> _RECORDS SHOWN_
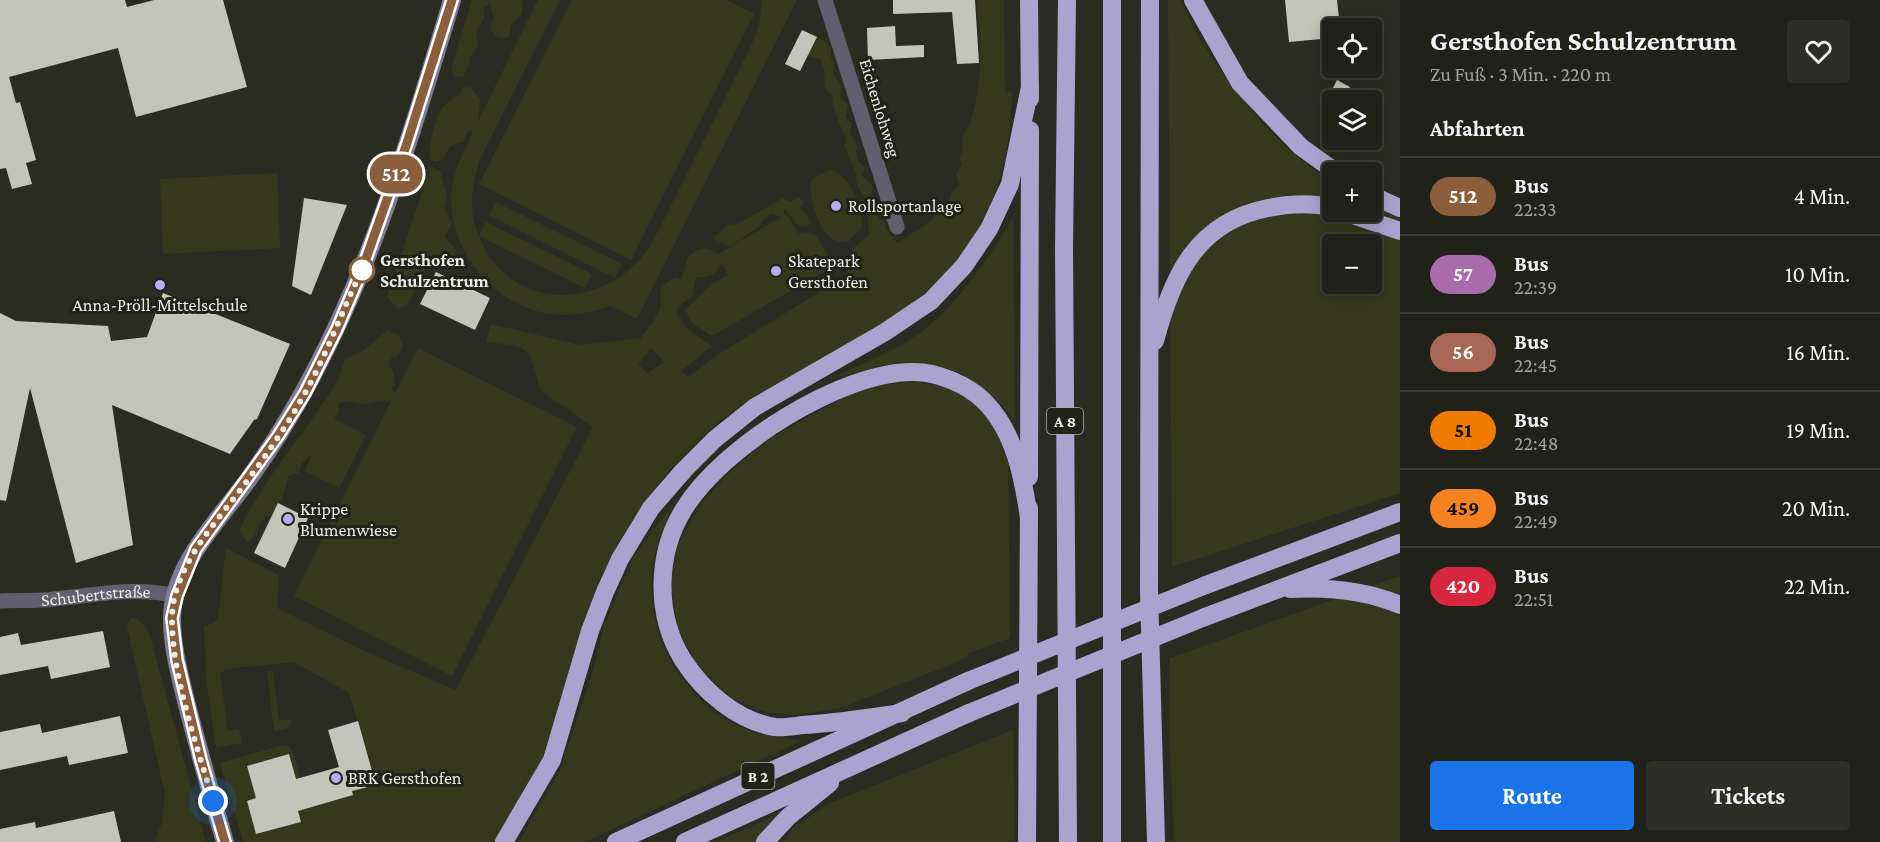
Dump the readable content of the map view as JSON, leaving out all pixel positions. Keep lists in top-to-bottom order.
{
  "streets": {
    "highway": ["A 8", "B 2"],
    "street": ["Eichenlohweg", "Schubertstraße"]
  },
  "places": [
    "Rollsportanlage",
    "Gersthofen Schulzentrum",
    "Skatepark Gersthofen",
    "Anna-Pröll-Mittelschule",
    "Krippe Blumenwiese",
    "BRK Gersthofen"
  ],
  "lines": ["bus line 512"],
  "page": {
    "on_map": "512",
    "heading": [
      ["Gersthofen Schulzentrum", "Zu Fuß · 3 Min. · 220 m"],
      "Abfahrten"
    ],
    "map_buttons": ["+", "−"],
    "list": [
      {
        "mark": "512",
        "name": "Bus",
        "note": "22:33",
        "value": "4 Min."
      },
      {
        "mark": "57",
        "name": "Bus",
        "note": "22:39",
        "value": "10 Min."
      },
      {
        "mark": "56",
        "name": "Bus",
        "note": "22:45",
        "value": "16 Min."
      },
      {
        "mark": "51",
        "name": "Bus",
        "note": "22:48",
        "value": "19 Min."
      },
      {
        "mark": "459",
        "name": "Bus",
        "note": "22:49",
        "value": "20 Min."
      },
      {
        "mark": "420",
        "name": "Bus",
        "note": "22:51",
        "value": "22 Min."
      }
    ],
    "buttons": ["Route", "Tickets"]
  }
}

> _PROBLEM REQUIREMENTS_
Exactly as written, give the entries above again, with no images.

> _OUTPUT FOR THIS EXERCISE_
Dump the readable content of the map view as JSON, leaving out all pixel positions. Keep lists in top-to-bottom order.
{
  "streets": {
    "highway": ["A 8", "B 2"],
    "street": ["Eichenlohweg", "Schubertstraße"]
  },
  "places": [
    "Rollsportanlage",
    "Gersthofen Schulzentrum",
    "Skatepark Gersthofen",
    "Anna-Pröll-Mittelschule",
    "Krippe Blumenwiese",
    "BRK Gersthofen"
  ],
  "lines": ["bus line 512"],
  "page": {
    "on_map": "512",
    "heading": [
      ["Gersthofen Schulzentrum", "Zu Fuß · 3 Min. · 220 m"],
      "Abfahrten"
    ],
    "map_buttons": ["+", "−"],
    "list": [
      {
        "mark": "512",
        "name": "Bus",
        "note": "22:33",
        "value": "4 Min."
      },
      {
        "mark": "57",
        "name": "Bus",
        "note": "22:39",
        "value": "10 Min."
      },
      {
        "mark": "56",
        "name": "Bus",
        "note": "22:45",
        "value": "16 Min."
      },
      {
        "mark": "51",
        "name": "Bus",
        "note": "22:48",
        "value": "19 Min."
      },
      {
        "mark": "459",
        "name": "Bus",
        "note": "22:49",
        "value": "20 Min."
      },
      {
        "mark": "420",
        "name": "Bus",
        "note": "22:51",
        "value": "22 Min."
      }
    ],
    "buttons": ["Route", "Tickets"]
  }
}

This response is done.